The priciest offering this summer again comes from Four Seasons Hotel Seoul. At 149,000 won, the Maru Jeju Apple Mango Bingsu contains more than two whole Jeju apple mangoes piled on shaved organic milk ice, topped with a hollow mango sphere that breaks open to release a mango-elderflower sauce. Mango-coated rice cake and white chocolate garnishes fill out the bowl.

Despite the high price points, hotel bingsu continues to draw steady demand, buoyed by a small luxury trend among consumers in their 20s and 30s.

"Even amid economic uncertainty and weakened consumer sentiment, hotel bingsu remains a representative experiential summer dessert," Four Seasons Hotel Seoul told The Korea Herald. The hotel said high-priced bingsu is increasingly seen less as a simple dessert and more as a way to enjoy the season and share a special moment.

Early May sales have outpaced the same period last year, the hotel said. Customers are mostly in their 30s, with Koreans making up the largest share, followed by hotel guests and foreign visitors. The share of customers in their 20s rises on weekends.

Signiel is going for outright opulence. Its Signature Mango Bingsu arrives dusted with edible gold leaf, a flourish more often seen on fine dining dishes than on a bowl of shaved ice. Underneath the gilding sit thick mango slices, frozen milk shavings, mango puree and popping mango pearls, with mango sherbet, red bean paste and mascarpone sauce on the side. The bingsu costs 135,000 won.

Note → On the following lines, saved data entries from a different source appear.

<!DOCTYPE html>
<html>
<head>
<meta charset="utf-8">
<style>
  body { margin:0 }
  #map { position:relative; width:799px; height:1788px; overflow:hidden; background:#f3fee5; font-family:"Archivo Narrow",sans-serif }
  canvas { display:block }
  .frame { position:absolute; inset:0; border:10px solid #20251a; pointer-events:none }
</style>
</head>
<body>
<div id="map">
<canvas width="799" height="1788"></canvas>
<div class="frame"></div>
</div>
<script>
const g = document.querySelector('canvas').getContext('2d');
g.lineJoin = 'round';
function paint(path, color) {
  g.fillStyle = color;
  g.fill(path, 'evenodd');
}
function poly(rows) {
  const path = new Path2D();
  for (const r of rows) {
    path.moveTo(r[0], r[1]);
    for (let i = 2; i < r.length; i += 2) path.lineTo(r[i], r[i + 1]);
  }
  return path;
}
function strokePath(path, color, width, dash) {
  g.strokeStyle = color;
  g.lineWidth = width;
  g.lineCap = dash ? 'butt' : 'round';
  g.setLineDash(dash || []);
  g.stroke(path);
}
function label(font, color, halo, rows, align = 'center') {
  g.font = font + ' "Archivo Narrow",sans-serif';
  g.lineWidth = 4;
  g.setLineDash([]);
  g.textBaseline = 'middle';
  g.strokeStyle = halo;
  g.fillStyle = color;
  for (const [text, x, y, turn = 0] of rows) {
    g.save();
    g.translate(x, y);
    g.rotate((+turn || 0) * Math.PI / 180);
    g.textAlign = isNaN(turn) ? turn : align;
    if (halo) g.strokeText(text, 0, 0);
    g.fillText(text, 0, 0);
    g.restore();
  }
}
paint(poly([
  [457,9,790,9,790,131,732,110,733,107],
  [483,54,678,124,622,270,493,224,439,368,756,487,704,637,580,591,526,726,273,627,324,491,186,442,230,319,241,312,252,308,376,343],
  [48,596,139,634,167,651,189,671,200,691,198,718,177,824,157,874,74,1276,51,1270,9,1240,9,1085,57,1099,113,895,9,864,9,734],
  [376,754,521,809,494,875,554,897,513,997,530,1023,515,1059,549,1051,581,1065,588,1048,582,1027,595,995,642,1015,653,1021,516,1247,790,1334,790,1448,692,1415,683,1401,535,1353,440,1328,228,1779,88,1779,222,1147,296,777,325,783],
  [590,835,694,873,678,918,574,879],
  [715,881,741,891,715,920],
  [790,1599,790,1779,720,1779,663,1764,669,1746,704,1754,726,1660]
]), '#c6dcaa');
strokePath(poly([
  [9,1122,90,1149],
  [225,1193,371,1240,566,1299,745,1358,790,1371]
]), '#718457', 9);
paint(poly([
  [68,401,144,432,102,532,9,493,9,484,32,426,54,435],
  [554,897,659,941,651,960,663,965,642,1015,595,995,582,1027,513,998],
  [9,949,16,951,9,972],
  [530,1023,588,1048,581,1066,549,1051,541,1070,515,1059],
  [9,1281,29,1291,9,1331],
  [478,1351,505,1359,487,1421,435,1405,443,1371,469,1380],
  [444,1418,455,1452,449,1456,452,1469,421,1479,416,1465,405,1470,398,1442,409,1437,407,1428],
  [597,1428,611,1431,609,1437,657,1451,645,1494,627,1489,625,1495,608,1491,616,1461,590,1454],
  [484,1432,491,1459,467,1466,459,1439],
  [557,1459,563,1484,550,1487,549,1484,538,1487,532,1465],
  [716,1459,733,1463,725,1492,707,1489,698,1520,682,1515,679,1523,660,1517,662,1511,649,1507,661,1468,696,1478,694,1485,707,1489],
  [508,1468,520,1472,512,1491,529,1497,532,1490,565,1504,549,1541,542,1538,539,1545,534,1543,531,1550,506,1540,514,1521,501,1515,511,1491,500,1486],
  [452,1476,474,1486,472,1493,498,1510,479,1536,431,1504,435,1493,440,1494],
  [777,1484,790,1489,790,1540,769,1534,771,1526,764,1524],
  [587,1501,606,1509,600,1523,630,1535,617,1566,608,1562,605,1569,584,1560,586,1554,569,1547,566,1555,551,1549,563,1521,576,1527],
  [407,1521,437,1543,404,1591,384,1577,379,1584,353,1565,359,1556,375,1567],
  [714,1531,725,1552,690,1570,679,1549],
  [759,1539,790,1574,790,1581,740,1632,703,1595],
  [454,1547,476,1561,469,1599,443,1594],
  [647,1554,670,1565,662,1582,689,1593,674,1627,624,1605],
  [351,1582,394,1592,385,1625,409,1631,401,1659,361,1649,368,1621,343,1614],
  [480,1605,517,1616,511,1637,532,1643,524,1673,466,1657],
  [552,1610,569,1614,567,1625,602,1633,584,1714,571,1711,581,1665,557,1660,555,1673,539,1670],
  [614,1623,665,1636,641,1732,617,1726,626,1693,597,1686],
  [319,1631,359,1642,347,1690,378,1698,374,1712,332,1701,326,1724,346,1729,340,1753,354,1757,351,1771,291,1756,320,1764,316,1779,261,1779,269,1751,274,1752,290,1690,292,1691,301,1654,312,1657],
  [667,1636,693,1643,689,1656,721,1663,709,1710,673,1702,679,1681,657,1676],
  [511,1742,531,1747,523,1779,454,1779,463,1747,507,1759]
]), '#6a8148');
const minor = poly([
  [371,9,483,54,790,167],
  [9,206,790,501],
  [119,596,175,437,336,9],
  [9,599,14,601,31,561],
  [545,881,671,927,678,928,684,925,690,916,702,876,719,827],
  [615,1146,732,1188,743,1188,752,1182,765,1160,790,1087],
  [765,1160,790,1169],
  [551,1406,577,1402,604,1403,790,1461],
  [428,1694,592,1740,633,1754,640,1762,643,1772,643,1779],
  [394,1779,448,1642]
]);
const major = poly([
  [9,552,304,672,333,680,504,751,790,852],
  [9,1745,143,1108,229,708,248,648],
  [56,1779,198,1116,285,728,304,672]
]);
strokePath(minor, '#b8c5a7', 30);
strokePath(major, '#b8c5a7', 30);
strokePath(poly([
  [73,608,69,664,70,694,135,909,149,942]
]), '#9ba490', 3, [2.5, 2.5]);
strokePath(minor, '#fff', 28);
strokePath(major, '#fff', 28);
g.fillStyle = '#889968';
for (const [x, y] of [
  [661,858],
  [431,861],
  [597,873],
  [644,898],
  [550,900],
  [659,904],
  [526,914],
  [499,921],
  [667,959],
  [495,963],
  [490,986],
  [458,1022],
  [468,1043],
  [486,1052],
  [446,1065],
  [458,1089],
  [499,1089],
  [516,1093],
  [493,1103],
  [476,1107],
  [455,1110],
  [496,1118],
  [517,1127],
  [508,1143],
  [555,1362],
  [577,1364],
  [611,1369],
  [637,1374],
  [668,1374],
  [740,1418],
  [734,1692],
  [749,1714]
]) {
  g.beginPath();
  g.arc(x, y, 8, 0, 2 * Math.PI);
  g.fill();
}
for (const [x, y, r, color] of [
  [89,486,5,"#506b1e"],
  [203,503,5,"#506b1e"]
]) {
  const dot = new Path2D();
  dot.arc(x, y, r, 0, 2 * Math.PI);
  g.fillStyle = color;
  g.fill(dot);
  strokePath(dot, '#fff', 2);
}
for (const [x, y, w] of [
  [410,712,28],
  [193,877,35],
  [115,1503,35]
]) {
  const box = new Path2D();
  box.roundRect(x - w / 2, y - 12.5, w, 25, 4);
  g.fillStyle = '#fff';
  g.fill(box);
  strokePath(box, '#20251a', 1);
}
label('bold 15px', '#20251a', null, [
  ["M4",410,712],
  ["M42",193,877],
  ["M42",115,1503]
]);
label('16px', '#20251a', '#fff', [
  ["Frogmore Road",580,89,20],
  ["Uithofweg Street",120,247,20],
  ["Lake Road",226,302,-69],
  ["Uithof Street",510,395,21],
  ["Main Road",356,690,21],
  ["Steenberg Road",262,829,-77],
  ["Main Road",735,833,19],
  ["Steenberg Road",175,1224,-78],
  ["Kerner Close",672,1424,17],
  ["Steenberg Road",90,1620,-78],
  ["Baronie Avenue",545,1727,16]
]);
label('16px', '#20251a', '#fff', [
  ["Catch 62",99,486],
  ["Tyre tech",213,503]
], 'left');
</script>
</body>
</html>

Mango bingsu sales at Signiel have continued to climb on the back of the small luxury trend. Signiel Busan reported a roughly 20 percent on-year rise in mango bingsu sales last year, while Signiel Seoul recorded a 5 percent gain.

With so many hotels chasing the same summer crowd, standing out increasingly means selling something beyond the bingsu itself. Grand InterContinental Seoul Parnas is leaning on presentation. Its new Jewel Tomato Bingsu arrives in a vessel shaped like a traditional Korean mother-of-pearl jewelry box, with citron-pickled organic tomatoes scattered over a light sherbet-style ice.

The hotel's Jeju Apple Mango Bingsu costs 120,000 won. The Signature Patbingsu and Jewel Tomato Bingsu are 75,000 won each.

Other hotels are reaching for the bar cart. Sofitel Ambassador Seoul has paired its bingsu with champagne. The new Citron Basil Bingsu mixes olive and lemon confit with basil milk ice, champagne sorbet and vanilla ice cream. It is 70,000 won on its own, or 100,000 won as a set with two glasses of Piper-Heidsieck Essentiel Brut.

The returning Mango Bingsu Secret, at 100,000 won, hides mango, mango sorbet and Chantilly cream under a domed silver cover that staff lifts at the table.

The Shilla Seoul has built its program around pairings. Its apple mango bingsu is 130,000 won on its own, 162,000 won as a set with two glasses of sparkling wine, or 175,000 won as a set with two mango bourbon fizz cocktails.

Lee Eun-hee, a consumer studies professor at Inha University, said the appeal goes beyond the dessert itself. "If you look at bingsu alone, the price is very high, but younger consumers are paying for the hotel atmosphere, posting about it on social media and engaging in a form of experiential consumption," she said. "It is a case where demand actually rises as prices go up, driven in part by a desire to show off."